E questa Corte, anche con riguardo al procedimento di impugnazione per difetto di veridicità del riconoscimento di paternità, ha affermato (Cass.1957/2016) che “in tema di impugnativa di riconoscimento di figlio nato fuori dal matrimonio, per difetto di veridicità, è necessaria, a pena di nullità del relativo procedimento per violazione del principio del contraddittorio, la nomina di un curatore speciale per il minore, legittimato passivo e litisconsorte necessario, dovendosi colmare la mancanza di una espressa previsione in tal senso dell’art. 263 c.c. (anche nella formulazione successiva al d.lgs. n. 154 del 2013) mediante una interpretazione costituzionalmente e convenzionalmente orientata in quanto la posizione del minore si pone, in via generale ed astratta, in potenziale conflitto di interessi con quella dell’altro genitore legittimato passivo, non potendo stabilirsi “ex ante” una coincidenza ed omogeneità d’interessi in ordine né alla conservazione dello “status”, né alla scelta contrapposta, fondata sul “favor veritatis” e sulla conoscenza della propria identità e discendenza biologica”. In motivazione, comparando gli artt.263 c.c. e ss. (nei quali è prevista espressamente la proposizione dell’azione da parte del curatore speciale del minore su istanza del pubblico ministero o dell’altro genitore, ma non anche la nomina del medesimo curatore quando il minore sia legittimato passivo e litisconsorte necessario) con l’espressa previsione, nell’azione di disconoscimento della paternità naturale, contenuta nel secondo comma dell’art. 247 c.c., si è evidenziato come “l’esigenza di un’autonoma valutazione della posizione processuale del minore compiuta in posizione di terzietà rispetto a quella dei genitori in conflitto, è identica in entrambe le azioni”.

Nell’azione di disconoscimento della paternità, dunque, il figlio è litisconsorte necessario e l’azione deve essere proposta in contraddittorio con un curatore nominato dal giudice.

3. Per tutto quanto sopra esposto, in accoglimento del primo motivo del ricorso, assorbito il secondo, va cassata la sentenza impugnata e, dichiarata la nullità dell’intero giudizio, le parti vanno rimesse, ex art. 383, comma 3, c.p.c., davanti al giudice di primo grado (Cass. 19790/2014; Cass. 1957/2016; Cass. 5256/2018), perché si provveda anche all’integrale rinnovazione del giudizio ed all’esame della domanda, con la costituzione completa del contraddittorio, da realizzarsi mediante la nomina di un curatore speciale del minore.

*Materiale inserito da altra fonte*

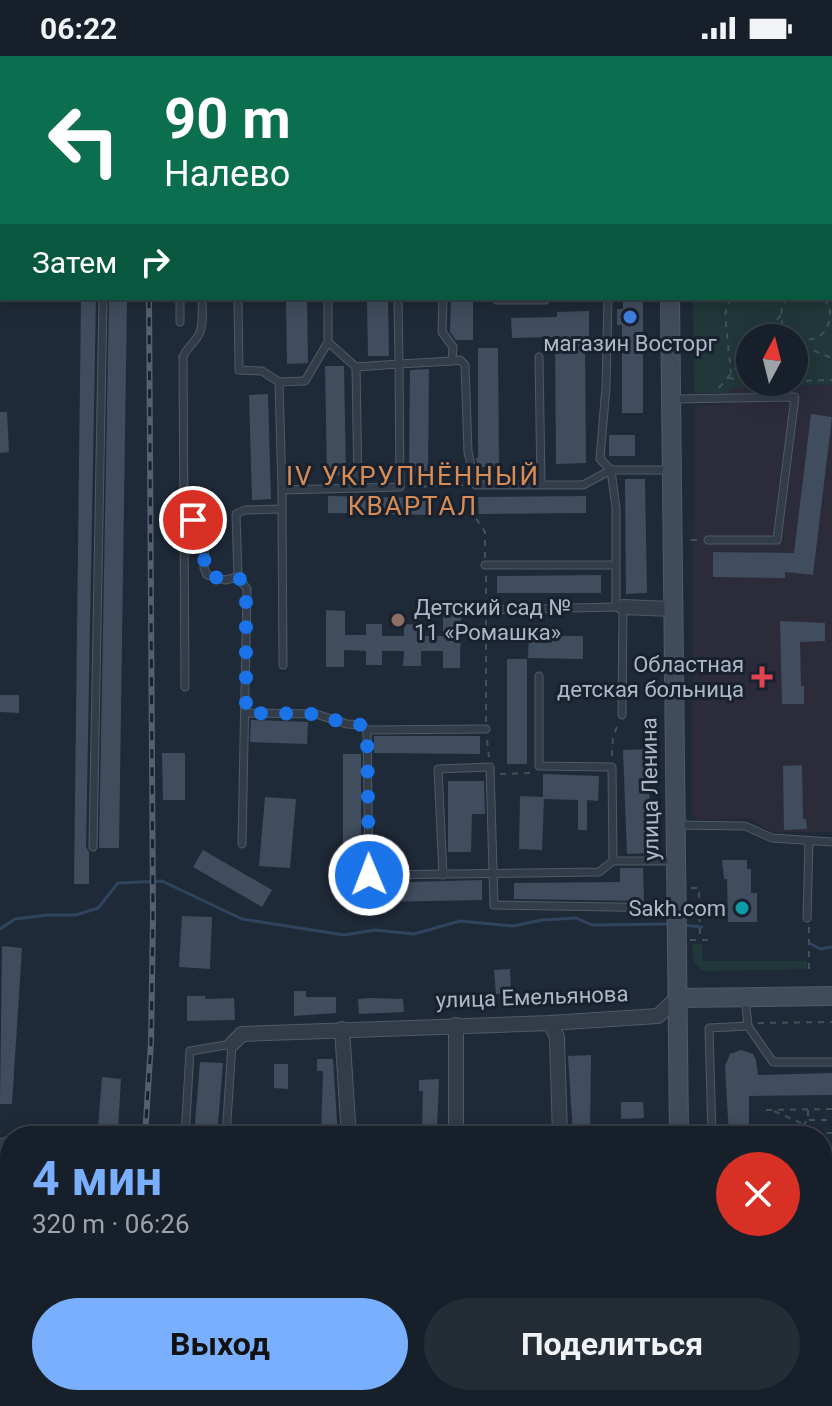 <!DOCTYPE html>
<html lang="ru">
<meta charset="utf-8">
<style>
:root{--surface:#17202a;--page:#242d36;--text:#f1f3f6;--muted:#9ea3a8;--line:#363e47;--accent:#7aaffd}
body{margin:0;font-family:Roboto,sans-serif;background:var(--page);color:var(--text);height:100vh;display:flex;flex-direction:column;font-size:30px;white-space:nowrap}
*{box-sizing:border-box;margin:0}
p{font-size:26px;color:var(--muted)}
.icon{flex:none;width:44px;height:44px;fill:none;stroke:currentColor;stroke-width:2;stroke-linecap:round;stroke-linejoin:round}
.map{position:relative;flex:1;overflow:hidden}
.side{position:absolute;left:0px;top:1070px;width:832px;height:280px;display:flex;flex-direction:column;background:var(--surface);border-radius:32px 32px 0 0;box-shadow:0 4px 20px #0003,0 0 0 2px var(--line)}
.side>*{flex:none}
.banner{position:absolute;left:0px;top:0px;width:832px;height:244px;box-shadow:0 4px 20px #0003,0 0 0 2px var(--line);background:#0b6e4f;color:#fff;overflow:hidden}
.needle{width:52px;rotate:7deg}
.tools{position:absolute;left:736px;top:268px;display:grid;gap:16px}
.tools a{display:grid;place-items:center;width:72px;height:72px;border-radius:50%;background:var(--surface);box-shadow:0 4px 20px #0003,0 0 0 2px var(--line);font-size:40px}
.pin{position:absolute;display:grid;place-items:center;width:68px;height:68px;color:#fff;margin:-34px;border:4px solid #fff;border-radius:50%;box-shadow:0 2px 8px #0007}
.me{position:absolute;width:88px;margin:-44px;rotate:359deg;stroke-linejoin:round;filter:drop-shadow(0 0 6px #0008)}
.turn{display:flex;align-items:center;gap:28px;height:168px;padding:0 32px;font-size:36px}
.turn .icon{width:104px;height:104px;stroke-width:2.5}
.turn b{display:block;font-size:56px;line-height:68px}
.then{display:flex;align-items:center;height:76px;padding:0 32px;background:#0003;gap:16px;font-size:30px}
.round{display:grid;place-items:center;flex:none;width:84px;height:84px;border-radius:42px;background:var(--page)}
.overview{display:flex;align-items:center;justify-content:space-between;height:136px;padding:0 32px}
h1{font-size:48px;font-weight:700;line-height:60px;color:var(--accent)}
.cta{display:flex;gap:16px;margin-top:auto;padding:16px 32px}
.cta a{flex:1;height:92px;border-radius:48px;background:var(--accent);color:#111;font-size:32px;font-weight:700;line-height:92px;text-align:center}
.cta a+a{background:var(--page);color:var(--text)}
.status{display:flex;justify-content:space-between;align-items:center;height:56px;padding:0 40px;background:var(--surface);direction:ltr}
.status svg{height:22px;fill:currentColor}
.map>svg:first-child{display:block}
</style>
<div class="status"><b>06:22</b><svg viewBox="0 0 49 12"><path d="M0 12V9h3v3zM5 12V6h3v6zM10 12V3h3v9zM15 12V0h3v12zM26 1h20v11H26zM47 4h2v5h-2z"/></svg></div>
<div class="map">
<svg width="832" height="1350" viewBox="0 0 832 1350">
<rect width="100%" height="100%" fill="#1f2a38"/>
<path fill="#2c2b3a" d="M832,329V776H772L750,763L697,764L692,758L694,350L731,348V332Z"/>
<g fill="#213739" fill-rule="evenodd">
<path d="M830,143H832V329L732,332L731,337H694L693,242H830ZM750,282H794V326H750Z"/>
<path d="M692,888H702L703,905H807V913L705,915C692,910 693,900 692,888Z"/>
</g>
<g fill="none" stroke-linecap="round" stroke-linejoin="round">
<g stroke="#30445f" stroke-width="3">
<path d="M682,869L702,871"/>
<path d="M0,873L15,863L48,859H76L98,852L118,827L162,825L242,863L344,879L375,874L414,878L460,865L513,870L542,864L576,862L592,869L670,868"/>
<path d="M811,888L820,893L832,891"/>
</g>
</g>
<g fill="#404d5e">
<path d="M81,242H96L86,791L89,796V828H74Z"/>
<path d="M109,242H127L119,792H99Z"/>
<path d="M286,242H307L308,307L287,308Z"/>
<path d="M367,242H388L389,300H368Z"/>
<path d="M451,242H473V284H456L450,276Z"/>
<path d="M623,242H643V357H622V269H617V253H623Z"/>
<path d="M589,255V288H585L586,407L556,408L555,281L512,282L511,262L557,261V256Z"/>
<path d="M478,292H498L499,411H478L476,402H478Z"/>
<path d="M325,310H344L346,419L327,420Z"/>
<path d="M429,313L428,419H409L410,314Z"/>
<path d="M268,338L271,443L252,444L249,339Z"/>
<path d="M0,356H7L9,396L0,397Z"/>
<path d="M811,358L832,361L813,519L785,516V522L713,521V496L794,497Z"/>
<rect x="609" y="379" width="26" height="21"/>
<path d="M625,423H645L647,537L626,538Z"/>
<path d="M328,440L431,442V459L328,457Z"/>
<path d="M586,440V457L479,458L478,441Z"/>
<path d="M601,519V537H497V520Z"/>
<path d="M326,554L345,555V579H366V568H382V580H404V568L422,569L421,580H443V556H461L460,612H443V595H421V610H403L404,595H382V609H366V595L344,594V611H326Z"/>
<path d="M780,565L825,567V585L800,586L801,630H804V648H782Z"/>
<path d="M529,580H583V603L528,602Z"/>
<rect x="507" y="603" width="20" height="105"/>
<path d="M0,639H19V657L0,656Z"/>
<path d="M251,664L308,666L307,688L250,686Z"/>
<path d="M374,680H480V698L374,697Z"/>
<path d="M648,693L651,797L627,798L623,694Z"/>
<path d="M162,697H185V744H163Z"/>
<rect x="343" y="698" width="18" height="106"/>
<path d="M802,709L803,763H806L807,773L784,774L783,710Z"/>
<path d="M543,718L599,720L598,745L587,744V774H578V744L544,743L542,794L519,793L520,740L543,741Z"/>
<path d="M448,725H484L485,758H472L471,796H448Z"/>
<path d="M265,741L296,743L290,812L259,810Z"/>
<path d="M203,794L272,834L262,851L193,811Z"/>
<path d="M722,804H747V813H751V837H757V866H728L727,823H724Z"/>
<path d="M620,812H643L644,845L514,843V827L620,826Z"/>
<path d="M482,824V844L376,846V827Z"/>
<path d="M182,860L212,861L210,913L179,911Z"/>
<path d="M2,890L22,892L12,1048H0Z"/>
<path d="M510,913L511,937L496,938L494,914Z"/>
<path d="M294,935H306V941H336V957L294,960Z"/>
<path d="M187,940H205V943L234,942L235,964L187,965Z"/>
<path d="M370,942L403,943L404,956L359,958L358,943Z"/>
<path d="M741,994L753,998L756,1004L758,1019L832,1017V1039L749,1040V1080H729L725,1010L730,998Z"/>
<path d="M591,999L590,1080H573L568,1000Z"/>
<path d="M317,1003H333L338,1080H321L323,1015H317Z"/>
<path d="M200,1006L223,1007L217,1080H194Z"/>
<path d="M274,1008H288V1033L274,1032Z"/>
<path d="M102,1021L121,1023L118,1074L98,1073Z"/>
<path d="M439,1023L437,1072L422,1071L423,1035H419V1024Z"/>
<path d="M621,1046H643L644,1062L621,1063Z"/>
<path d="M4,1132H10V1188H0Z"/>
<path d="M0,1224L10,1225V1340H14L13,1350H0Z"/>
<path d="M342,1340H387L388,1350H342Z"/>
<path d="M457,1340V1350H410V1341Z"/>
<rect x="476" y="1340" width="47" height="10"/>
</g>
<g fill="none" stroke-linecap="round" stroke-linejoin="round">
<defs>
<g id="lane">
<path d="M20,2V0"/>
<path d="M279,2V0"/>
<path d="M730,2L731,0"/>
<path d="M0,17H2"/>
<path d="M238,242L239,314L262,315L279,326"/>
<path d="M328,242V286L305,325L279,326L282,434L400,431L399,308L452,305"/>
<path d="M443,242L442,276L453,291L452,305L460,304L465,309L468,396L476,429H583L611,414H671"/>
<path d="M497,242V244H545"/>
<path d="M608,242L606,331L600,403L611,414L616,452V551H623L622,659"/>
<path d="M180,266V242"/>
<path d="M328,286L356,311L399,308L398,242"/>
<path d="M539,301L541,428"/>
<path d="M356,311L358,432"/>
<path d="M674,343L795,341L777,484H708"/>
<path d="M282,453L283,609"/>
<path d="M183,465L201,464L206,467L204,512L207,519L225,524L238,521"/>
<path d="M485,509H615"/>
<path d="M487,554L616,551"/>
<path d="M539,620V710L612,711L613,805"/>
<path d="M185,631L183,301C187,291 195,287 199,278C204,268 202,253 202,242"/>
<path d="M246,657L316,658L347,668L362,669L367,674"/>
<path d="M486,673L367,674L369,819L599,816L613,805H675"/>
<path d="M676,769L745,770L772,782L832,786"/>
<path d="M242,788L247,533L238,521L236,458L245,454L282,453V434"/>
<path d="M93,791L103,242"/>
<path d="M443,819L438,713L490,711L494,849L675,852"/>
<path d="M807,862L809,785"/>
<path d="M745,941L748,970"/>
<path d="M185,1080L190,995L232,988L226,1080"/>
<path d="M712,1080L709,972L748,970L773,1006H832"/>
<path d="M0,1087L10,1084"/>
<path d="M822,1117H832"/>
<path d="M822,1165L832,1166"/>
<path d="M0,1216L10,1217"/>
<path d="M822,1327L832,1326"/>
<path d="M770,1340V1350"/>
<path d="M24,1350L25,1340"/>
<path d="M63,1350L64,1340"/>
<path d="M209,1350L210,1340"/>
</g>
<g id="street">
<path d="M361,0V2"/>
<path d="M0,156H2"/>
<path d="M623,551L672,553"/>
<path d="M550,967L557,981L560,1080"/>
<path d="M456,969V1080"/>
<path d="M342,973L349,1080"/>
<path d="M232,988L242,978L550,967L658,960L677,942"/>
<path d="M570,1350V1340"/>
</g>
<g id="secondary">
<path d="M666,0V2"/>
<path d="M830,128H832"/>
<path d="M670,242L679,1080"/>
<path d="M677,942L832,940"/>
<path d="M681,1340V1350"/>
</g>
</defs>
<use href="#lane" stroke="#505a67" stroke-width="9"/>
<use href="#street" stroke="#505a67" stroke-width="16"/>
<use href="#secondary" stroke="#505a67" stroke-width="20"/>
<g stroke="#3e5457" stroke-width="2" stroke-dasharray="6 6" stroke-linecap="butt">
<path d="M695,0L722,1"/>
<path d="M575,2V0"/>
<path d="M830,172H832"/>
<path d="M830,210L832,207"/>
<path d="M830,216H832"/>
<path d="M730,242L725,259L731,317"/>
<path d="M788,242C761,277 820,302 829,266C832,256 829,249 823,242"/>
<path d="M761,282L781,259"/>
<path d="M794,282L800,289L832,302"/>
<path d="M728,322L750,325"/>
<path d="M794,325L832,324"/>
<path d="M719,332L750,295"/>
<path d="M409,431L467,429"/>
<path d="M475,439V461L485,476V502"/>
<path d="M691,484H699"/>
<path d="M486,520V546"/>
<path d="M486,666V564"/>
<path d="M487,684L489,701"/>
<path d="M612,700L613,681L618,668"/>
<path d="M500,718L533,717"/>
<path d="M691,832H699L700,884"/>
<path d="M809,871V916"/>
<path d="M690,884H712"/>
<path d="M758,967L832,966"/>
<path d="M766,1054L832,1053"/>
<path d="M808,1054V1064L801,1071L805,1076L832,1077"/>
<path d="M774,1055L801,1067"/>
<path d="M809,1064H832"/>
<path d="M766,1071H800"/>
<path d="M791,1072V1080"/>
<path d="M822,1103H832"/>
<path d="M822,1339H832"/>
<path d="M714,1340V1350"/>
</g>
<use href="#lane" stroke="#333c49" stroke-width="7"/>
<use href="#street" stroke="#333c49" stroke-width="14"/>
<use href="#secondary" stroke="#404b5c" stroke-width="18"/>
<defs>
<g id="rail">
<path d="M148,2V0"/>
<path d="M145,1080L151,987L153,860L149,242"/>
<path d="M129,1350V1340"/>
</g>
</defs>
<use href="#rail" stroke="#546070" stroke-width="6"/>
<use href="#rail" stroke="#18212d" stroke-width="3" stroke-dasharray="9" stroke-linecap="butt"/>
</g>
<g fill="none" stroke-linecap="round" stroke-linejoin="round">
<path stroke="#1a73e8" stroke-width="14" stroke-dasharray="0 25.2" d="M193,464L206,467L204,512L207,519L225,524L238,521L246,530V657L316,658L347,668L362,669L367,674L369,819"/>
</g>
<circle fill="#3f7fe0" stroke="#18212d" stroke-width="3" cx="630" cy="261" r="8"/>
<circle fill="#8d6e63" stroke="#18212d" stroke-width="3" cx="398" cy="564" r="8"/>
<path fill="#e0444e" stroke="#18212d" stroke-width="3" d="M758 609h8v8h8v8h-8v8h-8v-8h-8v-8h8z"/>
<circle fill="#0f9aa8" stroke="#18212d" stroke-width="3" cx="742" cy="852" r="8"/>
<g text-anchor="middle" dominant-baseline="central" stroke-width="6" stroke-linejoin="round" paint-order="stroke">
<g font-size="22" fill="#adb7c6" stroke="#18212d" text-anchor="end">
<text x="630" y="287" text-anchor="middle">магазин Восторг</text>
<text x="414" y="551" text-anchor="start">Детский сад №<tspan x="414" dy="25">11 «Ромашка»</tspan></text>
<text x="744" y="608">Областная<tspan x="744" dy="25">детская больница</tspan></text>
<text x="726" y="852">Sakh.com</text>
</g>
<g font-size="22" fill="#adb7c6" stroke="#18212d">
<text transform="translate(650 733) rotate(-91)">улица Ленина</text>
<text transform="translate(532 941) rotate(-2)">улица Емельянова</text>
</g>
<g font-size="26" letter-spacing="2" fill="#d88c55" stroke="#18212d">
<text x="413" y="420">IV УКРУПНЁННЫЙ<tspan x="413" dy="30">КВАРТАЛ</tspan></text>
</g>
</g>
</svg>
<div class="tools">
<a><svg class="needle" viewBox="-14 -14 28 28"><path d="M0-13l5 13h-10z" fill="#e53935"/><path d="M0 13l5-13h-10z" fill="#9ea3a8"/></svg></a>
</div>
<div class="pin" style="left:193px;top:464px;background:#d93025"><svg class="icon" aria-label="arrive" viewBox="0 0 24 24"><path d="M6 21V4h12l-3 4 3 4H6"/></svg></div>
<svg class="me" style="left:369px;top:819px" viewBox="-20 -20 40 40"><circle r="17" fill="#1a73e8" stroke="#fff" stroke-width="3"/><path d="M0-11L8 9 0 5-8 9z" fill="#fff"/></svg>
<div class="banner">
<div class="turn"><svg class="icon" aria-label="left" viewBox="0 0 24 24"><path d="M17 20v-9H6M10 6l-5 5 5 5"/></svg><div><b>90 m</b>Налево</div></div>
<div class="then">Затем<svg class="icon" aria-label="right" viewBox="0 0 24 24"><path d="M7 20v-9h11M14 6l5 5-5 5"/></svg></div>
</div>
<section class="side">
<div class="overview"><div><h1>4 мин</h1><p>320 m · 06:26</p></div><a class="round" style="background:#d93025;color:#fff"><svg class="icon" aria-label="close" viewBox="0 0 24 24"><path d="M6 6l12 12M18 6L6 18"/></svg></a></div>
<div class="cta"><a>Выход</a><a>Поделиться</a></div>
</section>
</div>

Le spese del giudizio di merito, in considerazione dell’oggetto del contendere e di tutte le peculiarità della vicenda processuale, vanno compensate integralmente tra le parti. Non v’è luogo a provvedere sulle spese processuali del presente giudizio di legittimità, non avendo l’intimata svolto attività difensiva.

P.Q.M.

La Corte accoglie, nei sensi di cui in motivazione, il primo motivo del ricorso, assorbito il secondo, cassa la sentenza impugnata e, dichiarata la nullità dell’intero giudizio, rimette la causa davanti al Tribunale di Aosta, in diversa composizione; dichiara integralmente compensate tra le parti le spese del giudizio di merito.

Ai sensi dell’art. 13, comma 1 quater del DPR 115/2002, si dà atto che il processo risulta esente.

Dispone che, ai sensi del D.Lgs. n. 198 del 2003, art. 52 siano omessi le generalità e gli altri dati identificativi, in caso di diffusione del presente provvedimento.